* **WORK TO BE COMPLETED**
Wherever the word "shadow" turns up in a line of the entries, copy that line.

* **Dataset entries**
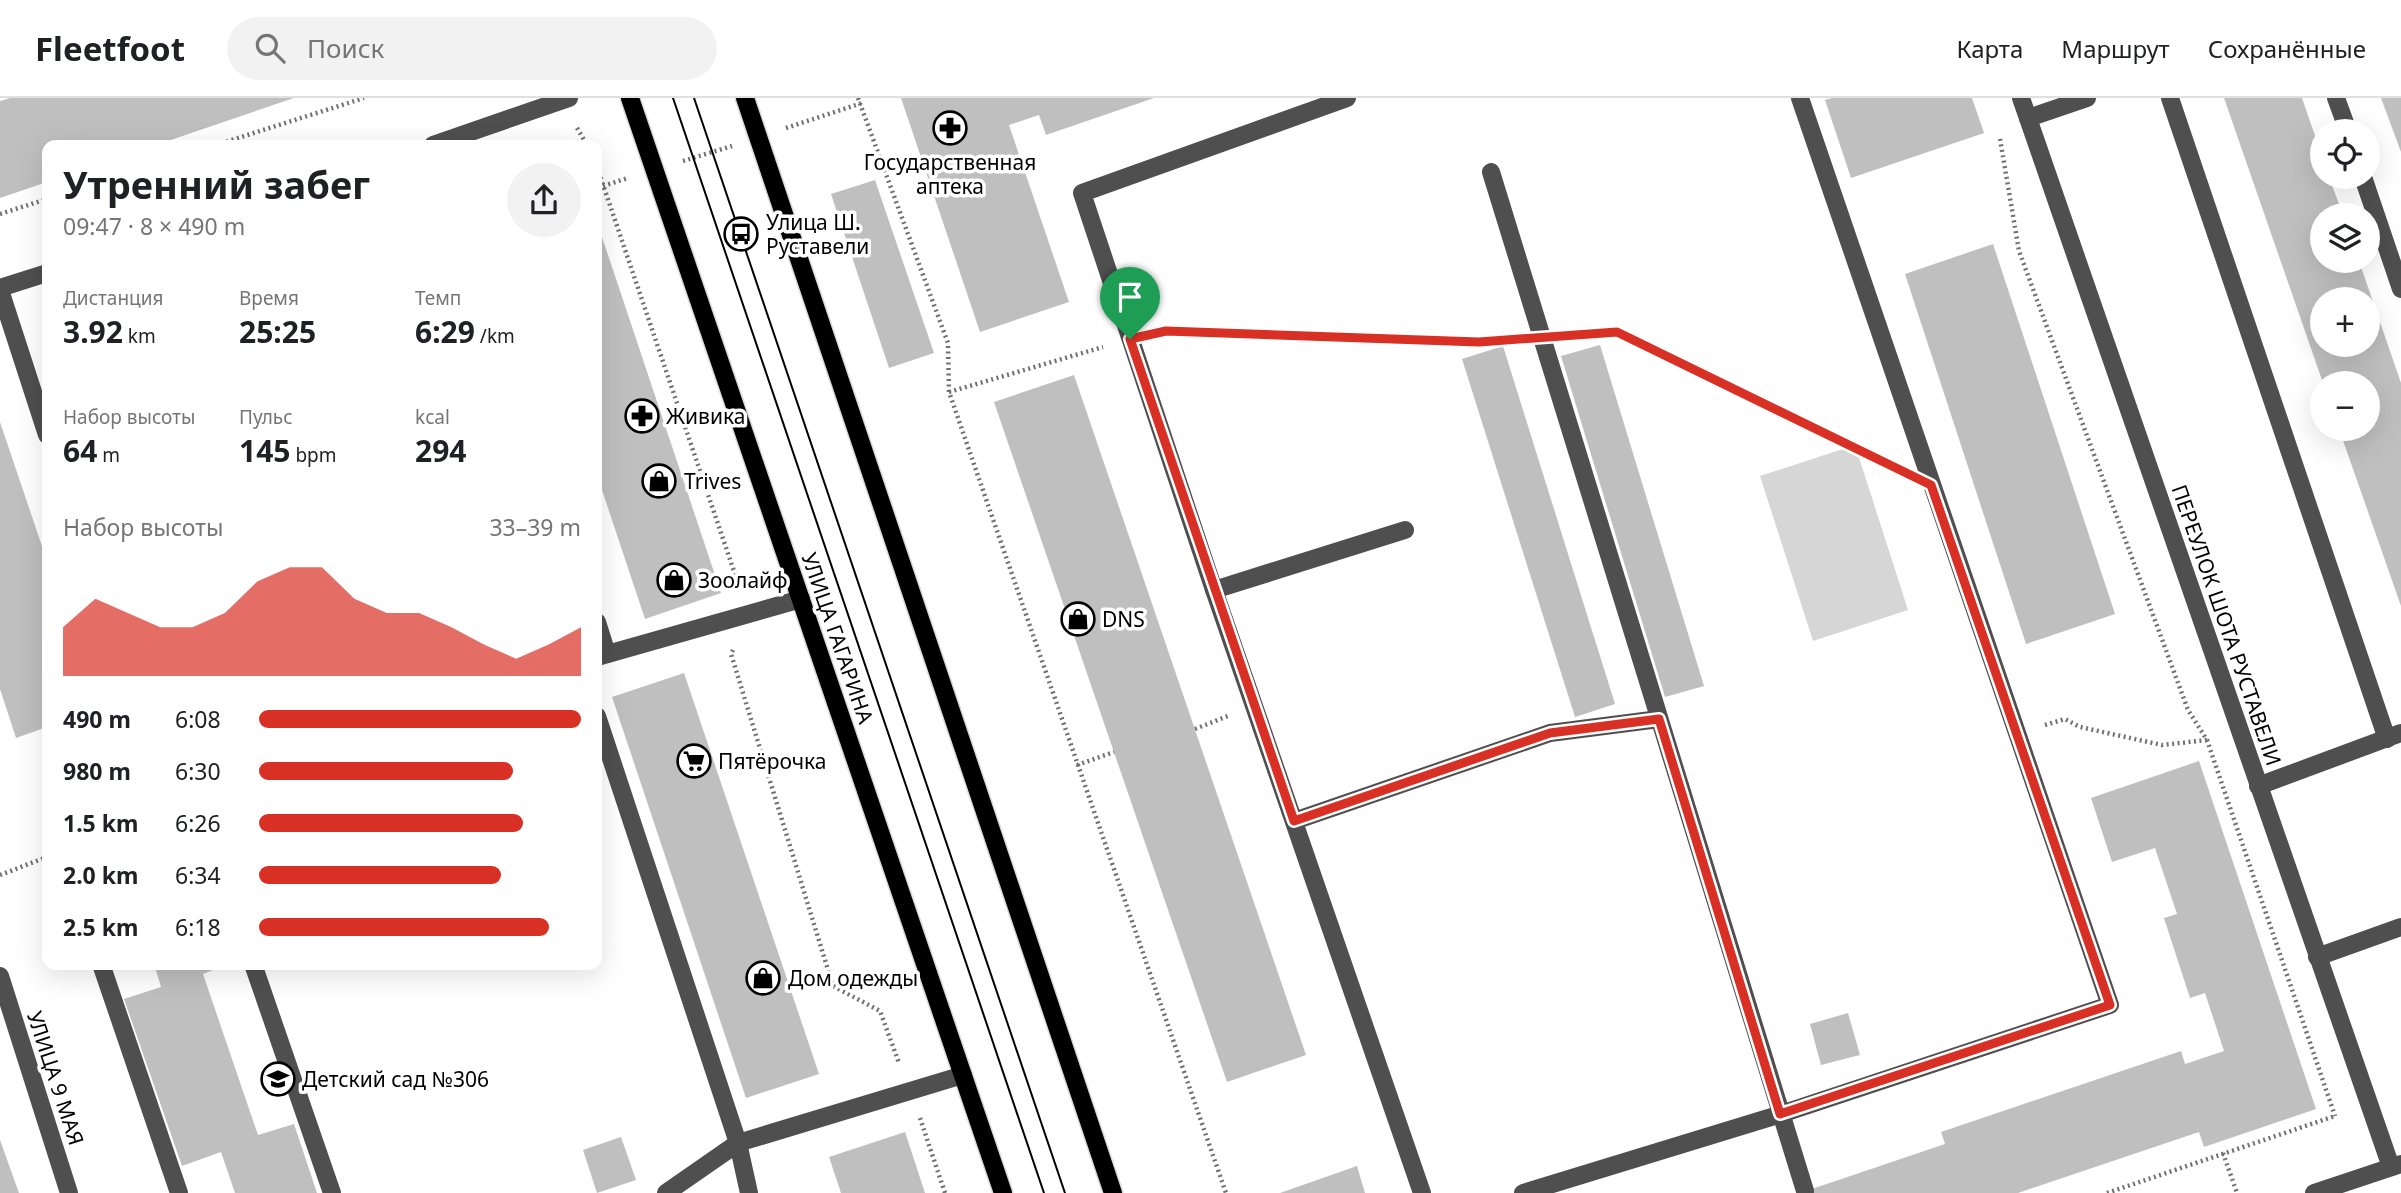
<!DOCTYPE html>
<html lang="ru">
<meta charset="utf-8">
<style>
body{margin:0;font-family:"Noto Sans",sans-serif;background:#f2f2f2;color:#202124;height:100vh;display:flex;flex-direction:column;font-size:26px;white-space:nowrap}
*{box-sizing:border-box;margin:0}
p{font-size:23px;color:#757577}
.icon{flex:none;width:38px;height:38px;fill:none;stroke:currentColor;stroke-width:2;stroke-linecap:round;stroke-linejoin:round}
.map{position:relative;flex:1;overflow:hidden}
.sheet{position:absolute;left:42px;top:42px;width:560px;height:830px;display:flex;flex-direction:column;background:#fff;border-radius:14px;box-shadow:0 7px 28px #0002}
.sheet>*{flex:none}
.fabs{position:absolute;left:2310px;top:21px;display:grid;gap:14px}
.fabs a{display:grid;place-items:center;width:70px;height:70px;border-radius:50%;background:#fff;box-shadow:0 7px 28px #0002;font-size:35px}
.pin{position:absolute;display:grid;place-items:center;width:60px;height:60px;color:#fff;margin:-72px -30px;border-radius:50% 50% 50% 0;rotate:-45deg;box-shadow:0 0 7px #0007}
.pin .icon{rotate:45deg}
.round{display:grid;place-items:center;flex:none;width:74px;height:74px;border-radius:37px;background:#f2f2f2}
.summary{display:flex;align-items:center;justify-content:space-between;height:119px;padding:0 21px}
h1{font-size:38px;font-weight:700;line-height:52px}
.stats{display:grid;grid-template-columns:repeat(3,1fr);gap:10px;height:119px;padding:7px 21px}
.stats div{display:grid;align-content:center}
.stats b{font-size:30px;font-weight:700}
.stats small{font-size:19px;font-weight:400}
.stats p{font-size:19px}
.chart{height:196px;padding:14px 21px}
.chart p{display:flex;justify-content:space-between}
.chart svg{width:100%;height:126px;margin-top:7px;fill:#d93025;opacity:.7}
ul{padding:0 21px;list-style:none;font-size:23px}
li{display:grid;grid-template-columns:112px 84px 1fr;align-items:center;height:52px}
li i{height:18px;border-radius:9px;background:#d93025}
header{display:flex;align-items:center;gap:42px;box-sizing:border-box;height:98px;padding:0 35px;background:#fff;border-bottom:2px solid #e0e0e0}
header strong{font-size:33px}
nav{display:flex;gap:38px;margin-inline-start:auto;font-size:24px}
.search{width:490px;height:63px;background:#f2f2f2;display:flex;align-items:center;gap:18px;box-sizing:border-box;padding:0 24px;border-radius:38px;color:#757577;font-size:26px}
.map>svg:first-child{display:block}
</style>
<header>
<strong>Fleetfoot</strong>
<div class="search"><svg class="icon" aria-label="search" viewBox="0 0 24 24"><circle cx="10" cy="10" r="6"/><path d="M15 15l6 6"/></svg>Поиск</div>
<nav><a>Карта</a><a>Маршрут</a><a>Сохранённые</a></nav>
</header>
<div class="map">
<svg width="2401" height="1095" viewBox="0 0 2401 1095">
<rect width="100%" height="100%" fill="#fff"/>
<!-- green -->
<polygon fill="#d6d6d6" points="1855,347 1908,512 1813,543 1760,378"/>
<!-- building -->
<g fill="#bfbfbf" fill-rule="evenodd">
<polygon points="10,0 294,0 156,47 47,47 47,84 0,100 0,3"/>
<polygon points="901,0 1154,0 1046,37 1039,17 1009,27 1069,204 980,234"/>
<polygon points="1832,0 1972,0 1984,35 1851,80 1825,2"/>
<path d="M 2224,0 L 2302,0 L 2322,58 L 2322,79 L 2329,79 L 2343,117 L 2322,117 L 2322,163 L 2359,163 L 2401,285 L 2401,508 L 2339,331 L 2368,331 L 2368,285 L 2323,285 ZM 2322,201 L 2368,201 L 2368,247 L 2322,247 Z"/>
<polygon points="2381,0 2401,0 2401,54"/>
<polygon points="875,82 934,255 889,270 831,96"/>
<polygon points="597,124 721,495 645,521 597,377"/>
<polygon points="1993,146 2115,516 2026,546 1905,176"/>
<polygon points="1600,247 1704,588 1665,599 1561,258"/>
<polygon points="1503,248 1615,606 1575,619 1462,261"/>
<polygon points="1074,277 1306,957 1227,984 994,304"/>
<polygon points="0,324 47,463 47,629 16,640 0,591"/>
<polygon points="684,575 819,976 746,1000 612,599"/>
<polygon points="2199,663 2316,1011 2204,1049 2199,1034 2018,1095 1800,1095 1945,1046 1941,1034 2181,953 2185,966 2224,953 2205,895 2190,900 2164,820 2177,816 2155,750 2112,764 2091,700"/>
<polygon points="154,866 228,866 203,876 258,1037 294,1026 317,1095 235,1095 221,1054 182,1068 124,901 161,889"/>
<polygon points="1848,915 1860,957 1821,967 1810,926"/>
<polygon points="905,1034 925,1095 841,1095 829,1059"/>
<polygon points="621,1039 636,1082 597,1095 583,1052"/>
<polygon points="0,1043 0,1042 19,1095 0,1095"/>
<polygon points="1357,1068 1365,1095 1280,1095"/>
</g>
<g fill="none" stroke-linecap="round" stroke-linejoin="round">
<defs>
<g id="major">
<polyline points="630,0 1003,1095"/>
<polyline points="745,0 1113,1095"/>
</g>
</defs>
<!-- major casing -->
<use href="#major" stroke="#dbdbdb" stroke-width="21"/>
<!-- path -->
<g stroke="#717171" stroke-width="4.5" stroke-dasharray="2 3.5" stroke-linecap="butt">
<polyline points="858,0 948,245 949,294 1226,1095"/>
<polyline points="577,30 587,47"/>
<polyline points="786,30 862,5"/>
<polyline points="2000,41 2019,153 2188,612 2207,642 2335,1018"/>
<polyline points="216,47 364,0"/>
<polyline points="683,63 732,48"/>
<polyline points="597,69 739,488"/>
<polyline points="603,88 628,80"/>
<polyline points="0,116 47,101"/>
<polyline points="1158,234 1513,244"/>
<polyline points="1571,239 1617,234 1894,370"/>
<polyline points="949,294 1103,249"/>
<polyline points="733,552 731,556 833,888 880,913 899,965"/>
<polyline points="2045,627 2065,621 2080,629 2162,647 2207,642"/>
<polyline points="1195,631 1228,618"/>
<polyline points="1077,667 1114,654"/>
<polyline points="0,777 47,759"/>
<polyline points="920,1020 945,1095"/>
<polyline points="2223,1055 2237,1095"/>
<polyline points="2107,1095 2335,1018"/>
</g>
<!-- minor -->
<g stroke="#4f4f4f" stroke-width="18">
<polyline points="1347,0 1082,95 1214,492 1422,1095"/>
<polyline points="2021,0 2391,1069"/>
<polyline points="2170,0 2387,641"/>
<polyline points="2336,0 2348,33"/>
<polyline points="2028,20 2087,0"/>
<polyline points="433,47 569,0"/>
<polyline points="1491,74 1805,1093"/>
<polyline points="2363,79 2401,191"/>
<polyline points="0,190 47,175"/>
<polyline points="0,192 47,337"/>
<polyline points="1214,492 1405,432"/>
<polyline points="597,524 607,556"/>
<polyline points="597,559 801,501"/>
<polyline points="597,618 738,1045 749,1095"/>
<polyline points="2258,688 2401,635"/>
<polyline points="1294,723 1550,635 1659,621"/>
<polyline points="2317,859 2401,829"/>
<polyline points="101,866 179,1095"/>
<polyline points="253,866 332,1095"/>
<polyline points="0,878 69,1095"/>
<polyline points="666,1095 738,1045 963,977"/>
<polyline points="1523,1095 1781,1016 2110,907 1800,0"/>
<polyline points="2314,1095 2401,1066"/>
</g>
<!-- major -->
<use href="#major" stroke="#000" stroke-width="18"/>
<!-- tram -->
<g stroke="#000" stroke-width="2">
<polyline points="673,0 1044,1095"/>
<polyline points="694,0 1065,1095"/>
</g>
</g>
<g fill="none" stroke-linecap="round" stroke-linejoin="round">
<defs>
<polygon id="route" points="1166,233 1479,244 1617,234 1931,387 2110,907 1780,1016 1659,621 1550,635 1294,723 1130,241"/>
</defs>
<!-- route casing -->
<use href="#route" stroke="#fff" stroke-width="14"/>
<!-- route -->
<use href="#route" stroke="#d93025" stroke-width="9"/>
</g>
<!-- icons -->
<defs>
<symbol id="pharmacy-ring" viewBox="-11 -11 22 22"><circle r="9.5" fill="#fff" stroke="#000" stroke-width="1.5"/><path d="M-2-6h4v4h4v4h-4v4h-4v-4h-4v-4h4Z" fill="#000"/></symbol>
<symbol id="bus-ring" viewBox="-11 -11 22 22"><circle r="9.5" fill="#fff" stroke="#000" stroke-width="1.5"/><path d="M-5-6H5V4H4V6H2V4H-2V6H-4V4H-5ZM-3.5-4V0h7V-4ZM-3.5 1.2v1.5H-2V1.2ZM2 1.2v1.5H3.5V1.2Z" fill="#000"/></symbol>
<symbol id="shop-ring" viewBox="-11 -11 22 22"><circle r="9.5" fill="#fff" stroke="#000" stroke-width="1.5"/><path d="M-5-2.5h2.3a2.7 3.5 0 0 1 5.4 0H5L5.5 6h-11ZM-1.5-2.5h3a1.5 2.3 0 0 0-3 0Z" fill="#000"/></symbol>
<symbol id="supermarket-ring" viewBox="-11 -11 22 22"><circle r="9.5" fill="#fff" stroke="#000" stroke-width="1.5"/><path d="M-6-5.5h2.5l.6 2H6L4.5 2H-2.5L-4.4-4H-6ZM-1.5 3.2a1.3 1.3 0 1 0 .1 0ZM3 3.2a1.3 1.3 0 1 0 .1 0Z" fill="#000"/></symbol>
<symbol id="school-ring" viewBox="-11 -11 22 22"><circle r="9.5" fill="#fff" stroke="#000" stroke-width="1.5"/><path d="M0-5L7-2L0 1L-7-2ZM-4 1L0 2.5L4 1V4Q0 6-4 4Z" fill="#000"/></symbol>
</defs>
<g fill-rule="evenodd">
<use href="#pharmacy-ring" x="931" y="11" width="38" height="38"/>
<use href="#bus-ring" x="722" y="117" width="38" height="38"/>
<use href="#pharmacy-ring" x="623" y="299" width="38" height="38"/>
<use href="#shop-ring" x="640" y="364" width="38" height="38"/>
<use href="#shop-ring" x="655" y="463" width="38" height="38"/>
<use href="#shop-ring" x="1059" y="502" width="38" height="38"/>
<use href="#supermarket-ring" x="675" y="644" width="38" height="38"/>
<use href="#shop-ring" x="744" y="861" width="38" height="38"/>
<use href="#school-ring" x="259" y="962" width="38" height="38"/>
</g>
<g text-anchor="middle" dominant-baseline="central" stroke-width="7" stroke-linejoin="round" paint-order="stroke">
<!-- poi labels -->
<g font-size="21" fill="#000" stroke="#fff" text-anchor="start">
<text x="950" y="64" text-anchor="middle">Государственная<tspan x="950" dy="24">аптека</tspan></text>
<text x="766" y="124">Улица Ш.<tspan x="766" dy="24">Руставели</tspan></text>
<text x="666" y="318">Живика</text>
<text x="684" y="383">Trives</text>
<text x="698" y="482">Зоолайф</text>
<text x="1102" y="521">DNS</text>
<text x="718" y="663">Пятёрочка</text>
<text x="788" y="880">Дом одежды</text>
<text x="302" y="981">Детский сад №306</text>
</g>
<!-- street labels -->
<g font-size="21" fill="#000" stroke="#fff">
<text transform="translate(2227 527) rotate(71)">ПЕРЕУЛОК ШОТА РУСТАВЕЛИ</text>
<text transform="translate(838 540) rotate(71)">УЛИЦА ГАГАРИНА</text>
<text transform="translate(56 980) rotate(72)">УЛИЦА 9 МАЯ</text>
</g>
</g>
</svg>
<div class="fabs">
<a><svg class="icon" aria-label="locate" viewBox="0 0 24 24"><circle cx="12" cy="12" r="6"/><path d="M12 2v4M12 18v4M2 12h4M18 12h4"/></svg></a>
<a><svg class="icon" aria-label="layers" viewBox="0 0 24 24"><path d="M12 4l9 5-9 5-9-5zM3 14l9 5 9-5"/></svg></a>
<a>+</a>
<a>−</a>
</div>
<div class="pin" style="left:1130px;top:241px;background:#1e9e55"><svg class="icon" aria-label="arrive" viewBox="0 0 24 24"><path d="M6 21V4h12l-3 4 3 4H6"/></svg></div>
<section class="sheet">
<div class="summary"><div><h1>Утренний забег</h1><p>09:47 · 8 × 490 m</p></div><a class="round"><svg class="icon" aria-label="share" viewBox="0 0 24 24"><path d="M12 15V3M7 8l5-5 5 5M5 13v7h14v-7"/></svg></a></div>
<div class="stats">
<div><p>Дистанция</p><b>3.92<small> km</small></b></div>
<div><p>Время</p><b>25:25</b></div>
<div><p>Темп</p><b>6:29<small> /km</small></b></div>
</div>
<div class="stats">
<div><p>Набор высоты</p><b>64<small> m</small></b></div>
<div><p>Пульс</p><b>145<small> bpm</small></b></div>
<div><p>kcal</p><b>294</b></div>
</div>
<div class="chart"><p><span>Набор высоты</span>33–39 m</p>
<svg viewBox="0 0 160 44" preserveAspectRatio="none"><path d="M0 44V27L10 17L20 22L30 27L40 27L50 22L60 11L70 6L80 6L90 17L100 22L110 22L120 27L130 33L140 38L150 33L160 27V44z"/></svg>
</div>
<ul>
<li><b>490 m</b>6:08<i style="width:100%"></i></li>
<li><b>980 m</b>6:30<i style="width:79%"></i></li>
<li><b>1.5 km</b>6:26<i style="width:82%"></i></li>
<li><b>2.0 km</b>6:34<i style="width:75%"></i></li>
<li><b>2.5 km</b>6:18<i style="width:90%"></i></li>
</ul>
</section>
</div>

* **ANSWER FOR THIS EXERCISE**
.sheet{position:absolute;left:42px;top:42px;width:560px;height:830px;display:flex;flex-direction:column;background:#fff;border-radius:14px;box-shadow:0 7px 28px #0002}
.fabs a{display:grid;place-items:center;width:70px;height:70px;border-radius:50%;background:#fff;box-shadow:0 7px 28px #0002;font-size:35px}
.pin{position:absolute;display:grid;place-items:center;width:60px;height:60px;color:#fff;margin:-72px -30px;border-radius:50% 50% 50% 0;rotate:-45deg;box-shadow:0 0 7px #0007}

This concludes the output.